[Records for this exercise — start]

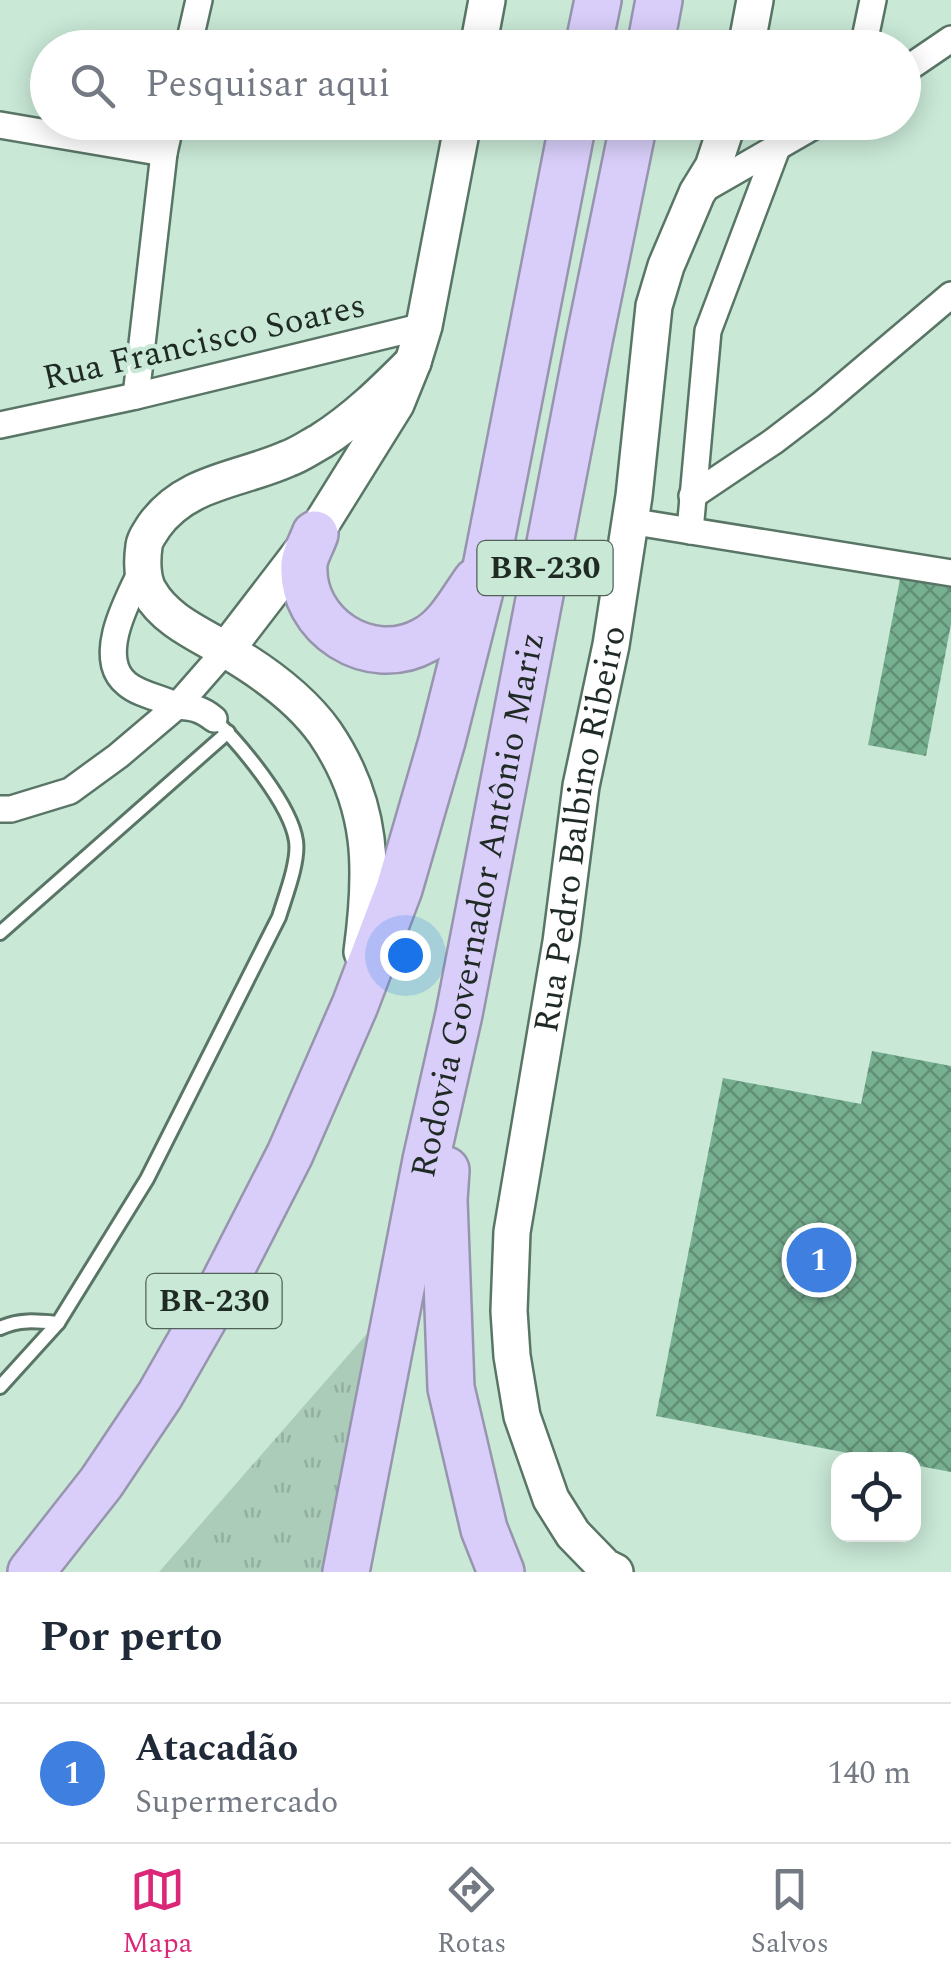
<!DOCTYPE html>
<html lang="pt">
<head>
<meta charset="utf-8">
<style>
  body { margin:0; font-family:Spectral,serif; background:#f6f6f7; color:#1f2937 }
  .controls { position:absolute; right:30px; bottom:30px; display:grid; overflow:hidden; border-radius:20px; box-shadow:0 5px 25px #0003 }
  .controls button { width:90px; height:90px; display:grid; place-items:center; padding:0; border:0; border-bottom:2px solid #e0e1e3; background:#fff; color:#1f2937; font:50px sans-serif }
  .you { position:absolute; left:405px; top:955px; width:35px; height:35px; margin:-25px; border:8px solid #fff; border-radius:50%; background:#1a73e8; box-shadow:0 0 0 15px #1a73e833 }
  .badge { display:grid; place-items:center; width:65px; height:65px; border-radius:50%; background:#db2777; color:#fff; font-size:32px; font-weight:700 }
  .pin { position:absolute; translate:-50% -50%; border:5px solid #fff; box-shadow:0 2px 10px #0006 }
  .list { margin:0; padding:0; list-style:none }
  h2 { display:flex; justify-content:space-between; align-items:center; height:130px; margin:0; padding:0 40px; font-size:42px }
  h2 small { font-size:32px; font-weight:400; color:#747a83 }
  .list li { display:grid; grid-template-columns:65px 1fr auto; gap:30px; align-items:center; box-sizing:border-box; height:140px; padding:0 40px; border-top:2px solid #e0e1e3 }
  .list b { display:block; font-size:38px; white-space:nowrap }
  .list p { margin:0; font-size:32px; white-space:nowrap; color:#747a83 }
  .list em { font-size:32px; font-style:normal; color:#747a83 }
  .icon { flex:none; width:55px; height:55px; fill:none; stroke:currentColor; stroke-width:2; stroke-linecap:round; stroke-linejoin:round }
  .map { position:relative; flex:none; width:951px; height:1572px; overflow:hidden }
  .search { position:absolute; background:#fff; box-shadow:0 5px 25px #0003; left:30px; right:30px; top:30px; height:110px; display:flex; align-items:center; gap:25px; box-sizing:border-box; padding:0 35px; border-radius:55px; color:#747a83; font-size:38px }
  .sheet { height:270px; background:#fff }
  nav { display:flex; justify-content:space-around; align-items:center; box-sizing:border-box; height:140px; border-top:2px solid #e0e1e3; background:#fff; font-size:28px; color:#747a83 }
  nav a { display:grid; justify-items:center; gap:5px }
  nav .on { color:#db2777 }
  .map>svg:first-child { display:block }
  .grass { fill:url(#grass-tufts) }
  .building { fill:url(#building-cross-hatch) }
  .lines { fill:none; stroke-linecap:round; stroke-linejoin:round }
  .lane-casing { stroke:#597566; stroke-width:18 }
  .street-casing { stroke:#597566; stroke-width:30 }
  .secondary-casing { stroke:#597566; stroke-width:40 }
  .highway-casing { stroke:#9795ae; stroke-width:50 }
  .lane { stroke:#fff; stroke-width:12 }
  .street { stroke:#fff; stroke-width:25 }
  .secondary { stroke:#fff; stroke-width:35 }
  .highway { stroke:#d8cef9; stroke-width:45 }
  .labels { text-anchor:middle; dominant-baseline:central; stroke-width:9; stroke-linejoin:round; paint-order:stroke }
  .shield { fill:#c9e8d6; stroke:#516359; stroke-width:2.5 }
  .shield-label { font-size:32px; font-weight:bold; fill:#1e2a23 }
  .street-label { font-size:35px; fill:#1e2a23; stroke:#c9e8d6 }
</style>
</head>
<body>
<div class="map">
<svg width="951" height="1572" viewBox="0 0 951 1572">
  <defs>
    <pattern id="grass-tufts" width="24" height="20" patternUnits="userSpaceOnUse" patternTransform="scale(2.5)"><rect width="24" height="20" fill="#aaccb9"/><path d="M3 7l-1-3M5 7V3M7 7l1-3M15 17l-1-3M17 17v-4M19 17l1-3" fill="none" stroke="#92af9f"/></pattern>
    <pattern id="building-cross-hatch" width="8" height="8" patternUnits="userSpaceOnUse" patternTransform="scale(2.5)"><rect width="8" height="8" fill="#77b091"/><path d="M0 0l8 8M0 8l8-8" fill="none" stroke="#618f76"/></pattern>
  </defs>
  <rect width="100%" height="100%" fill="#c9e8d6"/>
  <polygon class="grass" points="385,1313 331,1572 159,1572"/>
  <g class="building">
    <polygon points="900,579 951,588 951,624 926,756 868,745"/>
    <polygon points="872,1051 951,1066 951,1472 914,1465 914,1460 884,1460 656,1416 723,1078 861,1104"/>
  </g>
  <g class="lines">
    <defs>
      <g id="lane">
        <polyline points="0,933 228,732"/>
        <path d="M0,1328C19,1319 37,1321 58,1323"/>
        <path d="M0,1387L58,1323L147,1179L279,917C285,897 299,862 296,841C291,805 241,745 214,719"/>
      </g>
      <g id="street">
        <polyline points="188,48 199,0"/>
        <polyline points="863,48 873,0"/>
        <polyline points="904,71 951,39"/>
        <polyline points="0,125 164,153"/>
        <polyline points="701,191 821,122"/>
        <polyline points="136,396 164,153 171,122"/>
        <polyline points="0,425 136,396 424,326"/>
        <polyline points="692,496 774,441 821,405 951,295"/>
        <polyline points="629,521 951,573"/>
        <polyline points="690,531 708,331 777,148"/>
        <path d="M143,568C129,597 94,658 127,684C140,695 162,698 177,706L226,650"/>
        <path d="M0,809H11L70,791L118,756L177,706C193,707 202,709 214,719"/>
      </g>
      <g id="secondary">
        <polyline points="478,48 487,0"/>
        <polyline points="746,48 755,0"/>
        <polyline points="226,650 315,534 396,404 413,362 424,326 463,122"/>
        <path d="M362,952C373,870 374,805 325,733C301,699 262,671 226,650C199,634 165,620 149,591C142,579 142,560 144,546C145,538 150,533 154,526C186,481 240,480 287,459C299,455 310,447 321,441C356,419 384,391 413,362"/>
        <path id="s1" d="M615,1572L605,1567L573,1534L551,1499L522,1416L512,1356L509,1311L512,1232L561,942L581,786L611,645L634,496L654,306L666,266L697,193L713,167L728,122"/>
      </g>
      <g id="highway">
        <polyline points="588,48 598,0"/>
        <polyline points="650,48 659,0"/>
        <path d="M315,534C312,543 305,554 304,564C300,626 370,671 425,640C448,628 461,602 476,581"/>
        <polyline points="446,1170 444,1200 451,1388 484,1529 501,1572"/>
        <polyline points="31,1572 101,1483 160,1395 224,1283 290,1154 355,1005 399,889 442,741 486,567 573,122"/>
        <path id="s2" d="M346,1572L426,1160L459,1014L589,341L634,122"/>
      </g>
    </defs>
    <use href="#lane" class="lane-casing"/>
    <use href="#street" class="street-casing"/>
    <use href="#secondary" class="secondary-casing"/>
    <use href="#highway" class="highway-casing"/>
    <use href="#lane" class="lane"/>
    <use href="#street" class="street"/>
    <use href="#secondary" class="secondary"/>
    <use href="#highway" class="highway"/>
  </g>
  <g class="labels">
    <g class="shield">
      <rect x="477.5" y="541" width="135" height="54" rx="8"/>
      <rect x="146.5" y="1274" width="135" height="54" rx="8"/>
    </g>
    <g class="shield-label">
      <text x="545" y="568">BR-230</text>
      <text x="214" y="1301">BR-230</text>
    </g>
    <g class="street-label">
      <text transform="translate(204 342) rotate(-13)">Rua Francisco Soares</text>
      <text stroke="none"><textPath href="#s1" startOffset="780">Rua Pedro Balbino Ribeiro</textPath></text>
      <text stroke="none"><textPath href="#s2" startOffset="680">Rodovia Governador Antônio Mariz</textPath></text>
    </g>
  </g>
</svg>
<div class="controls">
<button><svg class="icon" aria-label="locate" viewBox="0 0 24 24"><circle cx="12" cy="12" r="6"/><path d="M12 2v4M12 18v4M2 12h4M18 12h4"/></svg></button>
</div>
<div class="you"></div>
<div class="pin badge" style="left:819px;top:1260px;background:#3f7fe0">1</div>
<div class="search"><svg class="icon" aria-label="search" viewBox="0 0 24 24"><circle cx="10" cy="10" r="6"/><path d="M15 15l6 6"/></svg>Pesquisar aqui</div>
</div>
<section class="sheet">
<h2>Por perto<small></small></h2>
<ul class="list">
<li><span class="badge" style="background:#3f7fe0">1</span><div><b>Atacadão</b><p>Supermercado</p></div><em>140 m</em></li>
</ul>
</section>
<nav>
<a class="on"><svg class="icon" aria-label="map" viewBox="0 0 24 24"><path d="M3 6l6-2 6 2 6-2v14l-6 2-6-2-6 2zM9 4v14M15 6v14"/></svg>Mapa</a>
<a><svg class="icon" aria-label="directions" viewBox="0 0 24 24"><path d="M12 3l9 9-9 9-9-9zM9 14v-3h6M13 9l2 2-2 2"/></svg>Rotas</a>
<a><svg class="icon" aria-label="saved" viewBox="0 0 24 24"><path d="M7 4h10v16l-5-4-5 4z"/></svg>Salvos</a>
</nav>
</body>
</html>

[Records for this exercise — finish]

Task objective: State, as a bare number, how many lines of the material contain "serif".

Output below: 2